I tend to think of food first when thinking of softies to make from felt, and this book has some really great ones. They have a really nice set of veggie patterns - I love the way they have you make a little tube for the stems, making them more sturdy and realistic.
The fruit patterns are amazing and are all designed with either velcro or internal magnets to hold together two halves that can then be "cut" apart with a play knife. I think this is a great idea that would definitely make them more interactive for a kiddo to play with, but if you wanted you could easily modify the pattern and just make one half without worrying about the velcro part, or combine the two pattern pieces to make a whole fruit that doesn't separate.
I also loved the hamburger (or, in our household, black bean burger) with veggie toppings - I can definitely see myself making one of these in the future.
While I immediately gravitated toward the food patterns, the book also has lots of other imaginative pattern ideas, from the doctor set above, to an office set (complete with laptop, calculator, and stapler), to a little girls purse with a cellphone and makeup. It took some serious self restraint not to include photos of every chapter intro page here, they are all so cute!
There's also a whole camping set including this adorable campfire - another one I can definitely see myself making in the future.

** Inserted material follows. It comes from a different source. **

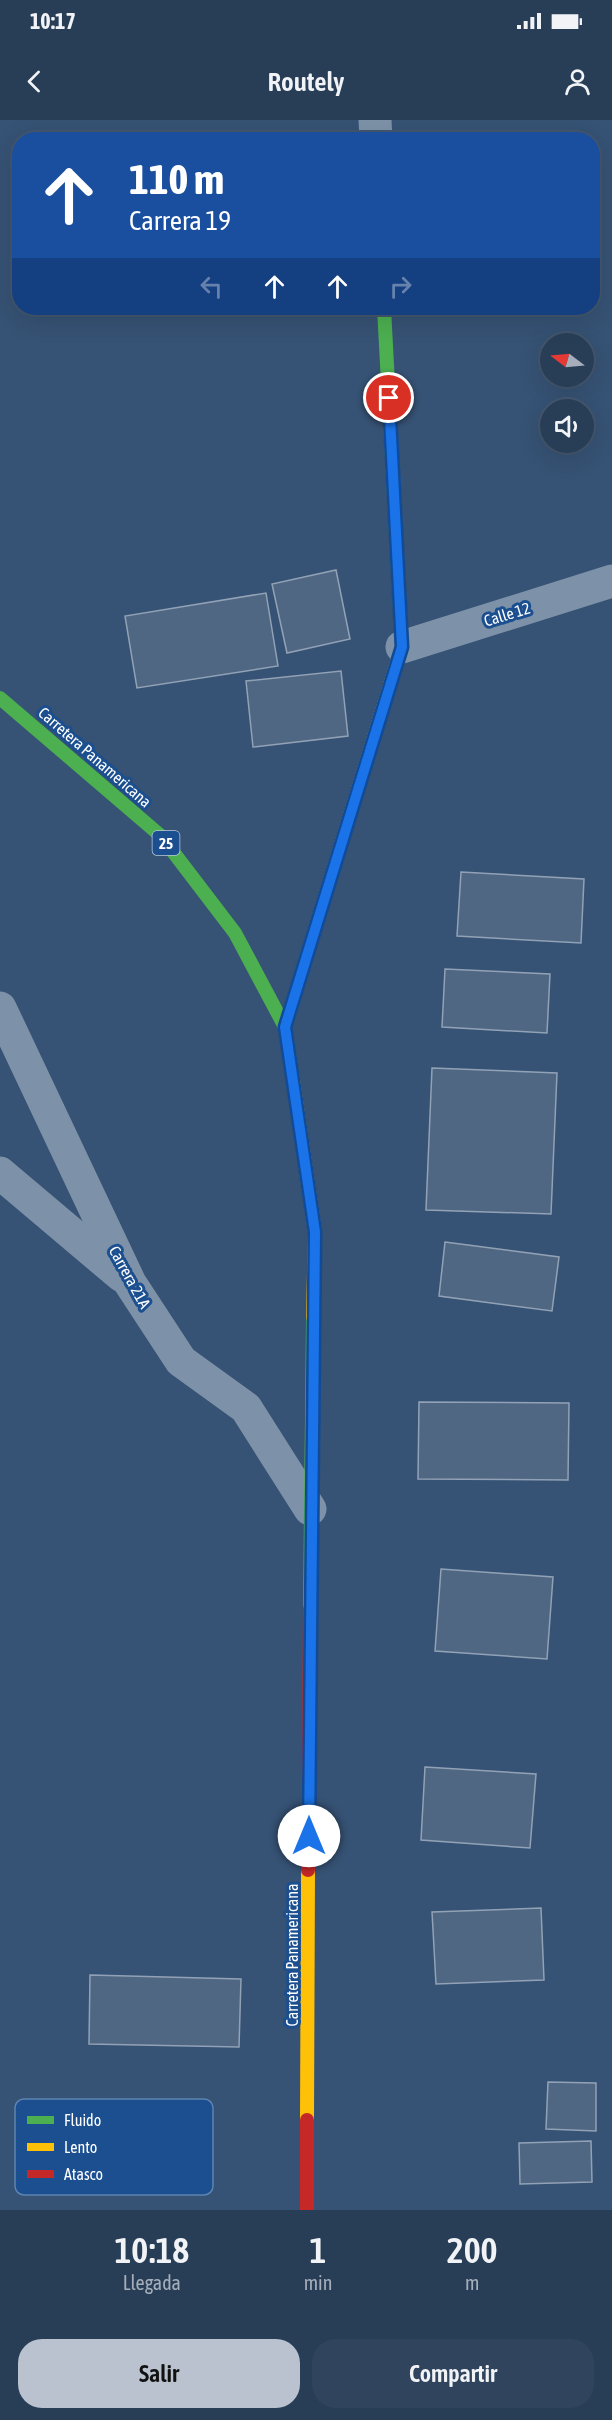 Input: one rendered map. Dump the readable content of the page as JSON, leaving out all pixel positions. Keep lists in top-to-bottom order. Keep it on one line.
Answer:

I wanted to try out a pattern to be able to do more than just gush about the cute pictures in this review, and while I was tempted by all the fun fruits and veggies, I decided to branch out since I just made a whole slew of felt food. While my adorable nephew is a bit young to play with felt softies, I decided it wouldn't hurt to start making some for him that his parents can give him when he is old enough to play with them. Since my brother is a contractor and works with tools all the time, I thought some of these cute play tools would be a surefire hit!
In addition to the large number of projects, something that makes this book stand out among other craft books is the fact that it includes full-size patterns for each project and super detailed instructions with step-by-step photos showing how to assemble the item. I love that when the urge to make something strikes, you can trace the pattern with paper at home rather than having to run out to the copy shop to enlarge a pattern. The patterns are well-designed and with the step-by-step instructions you aren't left wondering how they got it to turn out that way or scratching your head at cryptic written instructions.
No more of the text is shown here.